§ **WHAT YOU ARE ASKED TO DO**: Go through the entries below and say how many lines hold the word "nowrap". Nothing else is needed.

§ **DATA LISTING**:
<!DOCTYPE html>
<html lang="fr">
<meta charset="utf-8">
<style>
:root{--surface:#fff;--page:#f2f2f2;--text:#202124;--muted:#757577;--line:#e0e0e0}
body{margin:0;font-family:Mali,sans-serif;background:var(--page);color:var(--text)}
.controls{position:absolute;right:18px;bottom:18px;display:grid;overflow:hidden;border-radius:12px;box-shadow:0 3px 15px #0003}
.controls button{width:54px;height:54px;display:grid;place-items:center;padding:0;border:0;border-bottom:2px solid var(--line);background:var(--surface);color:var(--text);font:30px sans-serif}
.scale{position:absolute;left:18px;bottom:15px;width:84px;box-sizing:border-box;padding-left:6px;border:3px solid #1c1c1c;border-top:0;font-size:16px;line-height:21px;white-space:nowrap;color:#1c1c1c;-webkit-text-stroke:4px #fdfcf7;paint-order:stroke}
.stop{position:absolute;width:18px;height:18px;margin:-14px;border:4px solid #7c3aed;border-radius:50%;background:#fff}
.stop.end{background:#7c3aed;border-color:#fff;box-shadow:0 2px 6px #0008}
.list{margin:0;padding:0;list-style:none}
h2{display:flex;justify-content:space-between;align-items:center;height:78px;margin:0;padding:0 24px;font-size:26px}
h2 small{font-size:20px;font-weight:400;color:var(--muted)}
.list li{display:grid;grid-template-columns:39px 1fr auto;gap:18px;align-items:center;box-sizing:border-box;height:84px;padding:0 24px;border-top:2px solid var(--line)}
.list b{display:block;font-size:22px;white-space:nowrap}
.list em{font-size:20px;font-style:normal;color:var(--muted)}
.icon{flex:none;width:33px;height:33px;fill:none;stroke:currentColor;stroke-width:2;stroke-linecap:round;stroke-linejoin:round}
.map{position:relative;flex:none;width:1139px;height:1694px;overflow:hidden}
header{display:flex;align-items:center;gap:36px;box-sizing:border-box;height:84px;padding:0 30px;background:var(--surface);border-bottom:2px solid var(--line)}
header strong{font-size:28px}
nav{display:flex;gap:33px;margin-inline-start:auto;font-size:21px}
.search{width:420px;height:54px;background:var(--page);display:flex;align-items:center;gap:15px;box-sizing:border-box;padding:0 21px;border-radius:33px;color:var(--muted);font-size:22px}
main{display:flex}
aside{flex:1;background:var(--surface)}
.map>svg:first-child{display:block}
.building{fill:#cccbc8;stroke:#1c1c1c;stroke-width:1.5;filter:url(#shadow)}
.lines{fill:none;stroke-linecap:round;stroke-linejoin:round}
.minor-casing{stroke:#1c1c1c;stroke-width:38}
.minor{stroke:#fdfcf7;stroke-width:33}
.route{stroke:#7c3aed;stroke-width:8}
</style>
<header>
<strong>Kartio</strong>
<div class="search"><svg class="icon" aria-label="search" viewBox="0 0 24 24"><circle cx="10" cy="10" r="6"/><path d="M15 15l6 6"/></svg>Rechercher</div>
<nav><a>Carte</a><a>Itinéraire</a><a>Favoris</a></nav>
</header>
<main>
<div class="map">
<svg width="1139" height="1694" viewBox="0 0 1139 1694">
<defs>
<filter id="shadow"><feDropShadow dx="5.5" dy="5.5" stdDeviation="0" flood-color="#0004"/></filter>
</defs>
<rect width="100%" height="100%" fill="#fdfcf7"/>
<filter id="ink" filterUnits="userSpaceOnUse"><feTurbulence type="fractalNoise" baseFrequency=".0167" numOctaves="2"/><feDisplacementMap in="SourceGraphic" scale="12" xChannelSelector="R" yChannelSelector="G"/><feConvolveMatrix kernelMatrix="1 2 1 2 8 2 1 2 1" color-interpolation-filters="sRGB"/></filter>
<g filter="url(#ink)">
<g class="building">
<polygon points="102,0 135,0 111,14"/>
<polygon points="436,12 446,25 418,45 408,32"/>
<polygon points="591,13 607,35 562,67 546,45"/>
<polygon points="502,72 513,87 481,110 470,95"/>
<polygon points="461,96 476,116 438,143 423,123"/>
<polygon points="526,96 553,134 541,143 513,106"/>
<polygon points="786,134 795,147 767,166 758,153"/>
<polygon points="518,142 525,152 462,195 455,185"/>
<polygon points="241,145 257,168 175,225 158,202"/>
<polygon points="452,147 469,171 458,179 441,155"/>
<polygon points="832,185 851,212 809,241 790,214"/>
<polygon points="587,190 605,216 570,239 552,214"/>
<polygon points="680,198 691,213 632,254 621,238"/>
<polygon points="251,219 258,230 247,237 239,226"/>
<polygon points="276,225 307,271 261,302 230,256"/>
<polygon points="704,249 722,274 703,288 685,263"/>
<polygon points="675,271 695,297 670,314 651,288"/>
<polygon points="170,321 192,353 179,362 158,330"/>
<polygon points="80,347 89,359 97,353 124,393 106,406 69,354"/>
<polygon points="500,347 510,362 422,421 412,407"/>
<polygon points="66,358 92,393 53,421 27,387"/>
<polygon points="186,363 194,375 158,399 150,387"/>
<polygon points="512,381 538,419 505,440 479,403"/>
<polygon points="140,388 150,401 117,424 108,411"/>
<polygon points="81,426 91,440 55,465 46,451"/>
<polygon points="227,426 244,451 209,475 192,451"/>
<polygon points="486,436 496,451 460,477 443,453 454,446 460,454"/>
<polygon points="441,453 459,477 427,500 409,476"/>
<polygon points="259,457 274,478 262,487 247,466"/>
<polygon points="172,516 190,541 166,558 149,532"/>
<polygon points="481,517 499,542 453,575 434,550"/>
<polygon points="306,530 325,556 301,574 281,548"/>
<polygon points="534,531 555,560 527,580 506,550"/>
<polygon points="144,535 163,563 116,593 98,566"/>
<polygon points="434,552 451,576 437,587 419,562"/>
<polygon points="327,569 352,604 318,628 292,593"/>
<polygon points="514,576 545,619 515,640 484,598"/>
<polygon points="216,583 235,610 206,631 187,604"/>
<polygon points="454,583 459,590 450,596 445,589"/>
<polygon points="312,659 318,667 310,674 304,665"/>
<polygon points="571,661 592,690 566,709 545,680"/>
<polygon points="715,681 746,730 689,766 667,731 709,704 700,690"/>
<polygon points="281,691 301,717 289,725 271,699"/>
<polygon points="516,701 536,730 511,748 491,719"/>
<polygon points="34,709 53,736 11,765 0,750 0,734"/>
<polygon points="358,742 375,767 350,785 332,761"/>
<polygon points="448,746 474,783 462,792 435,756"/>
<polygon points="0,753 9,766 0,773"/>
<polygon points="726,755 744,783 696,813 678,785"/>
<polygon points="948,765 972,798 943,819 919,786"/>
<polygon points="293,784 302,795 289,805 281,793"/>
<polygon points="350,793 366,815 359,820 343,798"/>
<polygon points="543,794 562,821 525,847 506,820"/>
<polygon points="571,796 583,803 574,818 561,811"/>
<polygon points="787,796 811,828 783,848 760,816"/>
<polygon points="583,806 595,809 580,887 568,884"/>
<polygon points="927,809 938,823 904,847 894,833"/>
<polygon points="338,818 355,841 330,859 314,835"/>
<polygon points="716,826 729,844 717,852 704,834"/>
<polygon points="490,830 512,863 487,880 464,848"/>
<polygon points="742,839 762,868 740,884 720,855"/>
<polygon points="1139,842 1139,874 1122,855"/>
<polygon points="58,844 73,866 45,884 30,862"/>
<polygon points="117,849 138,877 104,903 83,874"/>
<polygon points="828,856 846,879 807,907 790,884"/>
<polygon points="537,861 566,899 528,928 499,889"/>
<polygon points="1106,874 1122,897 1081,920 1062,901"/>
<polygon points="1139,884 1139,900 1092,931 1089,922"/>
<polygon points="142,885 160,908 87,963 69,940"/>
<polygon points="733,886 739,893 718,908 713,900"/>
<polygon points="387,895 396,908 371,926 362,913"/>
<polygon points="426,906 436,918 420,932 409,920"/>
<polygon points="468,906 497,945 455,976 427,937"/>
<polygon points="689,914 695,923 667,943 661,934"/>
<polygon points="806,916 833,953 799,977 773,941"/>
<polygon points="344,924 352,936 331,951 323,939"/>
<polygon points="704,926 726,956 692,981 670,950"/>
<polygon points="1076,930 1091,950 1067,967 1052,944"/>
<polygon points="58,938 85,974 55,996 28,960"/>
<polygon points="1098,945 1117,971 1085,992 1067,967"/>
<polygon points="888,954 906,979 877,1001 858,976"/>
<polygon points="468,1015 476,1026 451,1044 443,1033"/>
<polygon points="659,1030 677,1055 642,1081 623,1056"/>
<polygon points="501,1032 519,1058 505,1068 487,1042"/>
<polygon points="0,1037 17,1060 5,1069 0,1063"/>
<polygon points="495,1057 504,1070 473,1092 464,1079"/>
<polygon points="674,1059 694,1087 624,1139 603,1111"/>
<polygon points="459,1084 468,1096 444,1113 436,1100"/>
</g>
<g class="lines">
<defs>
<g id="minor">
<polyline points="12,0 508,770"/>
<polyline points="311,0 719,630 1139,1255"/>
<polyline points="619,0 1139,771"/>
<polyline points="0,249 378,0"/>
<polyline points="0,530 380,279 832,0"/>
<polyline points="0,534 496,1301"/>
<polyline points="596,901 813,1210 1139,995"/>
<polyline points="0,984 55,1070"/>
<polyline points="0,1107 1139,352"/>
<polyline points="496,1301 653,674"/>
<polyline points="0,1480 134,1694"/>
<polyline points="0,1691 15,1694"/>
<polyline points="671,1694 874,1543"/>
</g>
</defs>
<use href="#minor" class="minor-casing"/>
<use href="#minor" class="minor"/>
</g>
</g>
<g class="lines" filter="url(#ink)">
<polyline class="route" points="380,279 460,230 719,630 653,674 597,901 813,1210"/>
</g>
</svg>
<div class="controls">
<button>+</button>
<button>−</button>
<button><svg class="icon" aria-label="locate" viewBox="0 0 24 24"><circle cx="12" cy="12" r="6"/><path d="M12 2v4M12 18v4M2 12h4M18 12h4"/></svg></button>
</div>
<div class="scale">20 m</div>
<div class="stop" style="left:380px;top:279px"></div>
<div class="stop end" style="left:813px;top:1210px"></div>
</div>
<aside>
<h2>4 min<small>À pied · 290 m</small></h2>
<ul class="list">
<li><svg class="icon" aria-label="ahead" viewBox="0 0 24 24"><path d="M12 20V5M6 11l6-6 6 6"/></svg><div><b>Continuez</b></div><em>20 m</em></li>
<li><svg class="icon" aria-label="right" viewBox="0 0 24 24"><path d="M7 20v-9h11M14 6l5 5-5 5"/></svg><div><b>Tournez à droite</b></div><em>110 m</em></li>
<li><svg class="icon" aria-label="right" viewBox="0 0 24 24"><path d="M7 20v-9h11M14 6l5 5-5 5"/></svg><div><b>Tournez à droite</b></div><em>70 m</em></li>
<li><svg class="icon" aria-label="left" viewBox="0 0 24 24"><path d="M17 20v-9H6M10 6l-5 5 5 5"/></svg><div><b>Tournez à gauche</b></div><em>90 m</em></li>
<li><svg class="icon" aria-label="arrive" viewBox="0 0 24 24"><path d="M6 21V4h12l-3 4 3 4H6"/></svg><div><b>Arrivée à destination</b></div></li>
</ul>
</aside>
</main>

§ **WRITTEN REPLY**: 2